> **Task description**
In your copy of the data, keep every word exact and include no pictures.

> **Data for review**
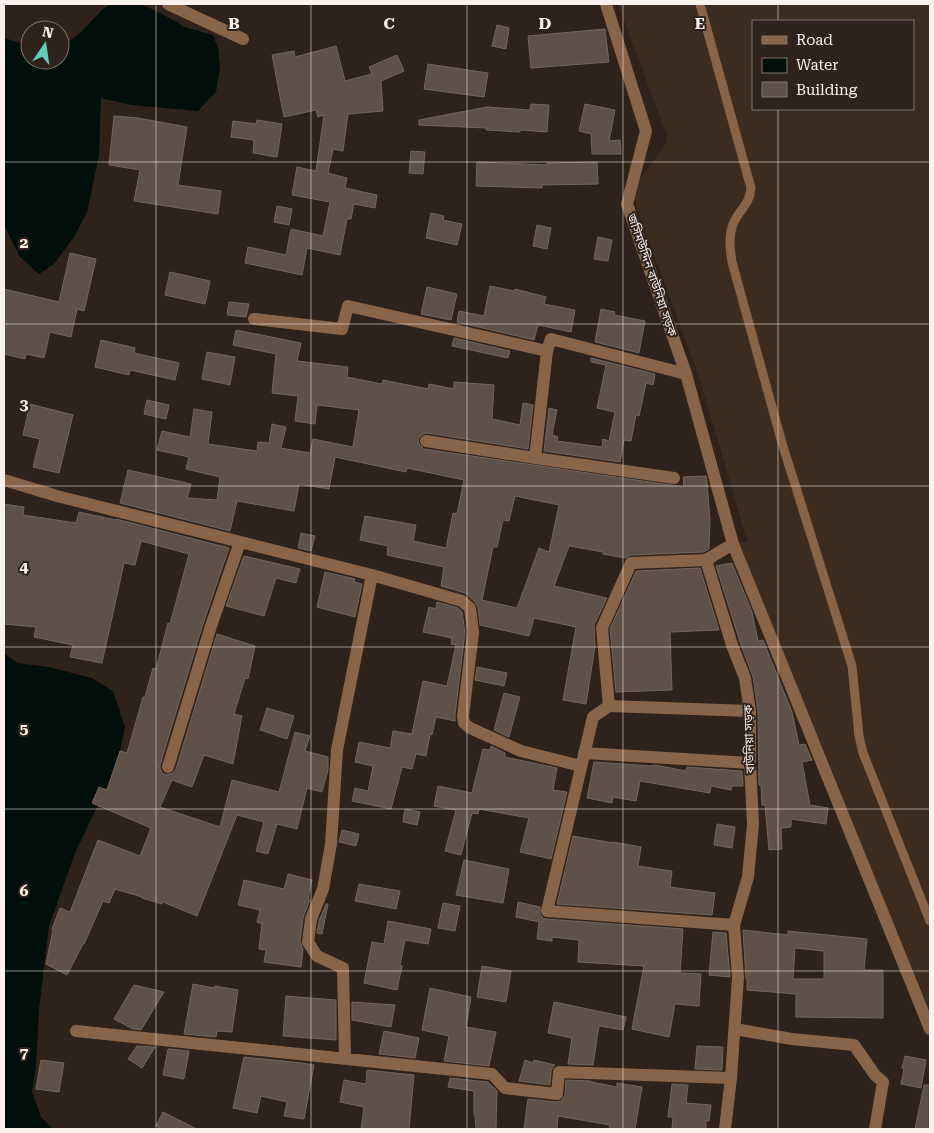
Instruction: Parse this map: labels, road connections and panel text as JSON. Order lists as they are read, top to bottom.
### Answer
{
  "streets": {
    "street": ["জসিমউদ্দিন বাউনিয়া সড়ক", "বাউনিয়া সড়ক"]
  },
  "legend": ["Road", "Water", "Building"],
  "north": "top",
  "grid": {
    "columns": [
      "B",
      "C",
      "D",
      "E"
    ],
    "rows": [
      "2",
      "3",
      "4",
      "5",
      "6",
      "7"
    ]
  }
}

> **Task response**
Instruction: Parse this map: labels, road connections and panel text as JSON. Order lists as they are read, top to bottom.
### Answer
{
  "streets": {
    "street": ["জসিমউদ্দিন বাউনিয়া সড়ক", "বাউনিয়া সড়ক"]
  },
  "legend": ["Road", "Water", "Building"],
  "north": "top",
  "grid": {
    "columns": [
      "B",
      "C",
      "D",
      "E"
    ],
    "rows": [
      "2",
      "3",
      "4",
      "5",
      "6",
      "7"
    ]
  }
}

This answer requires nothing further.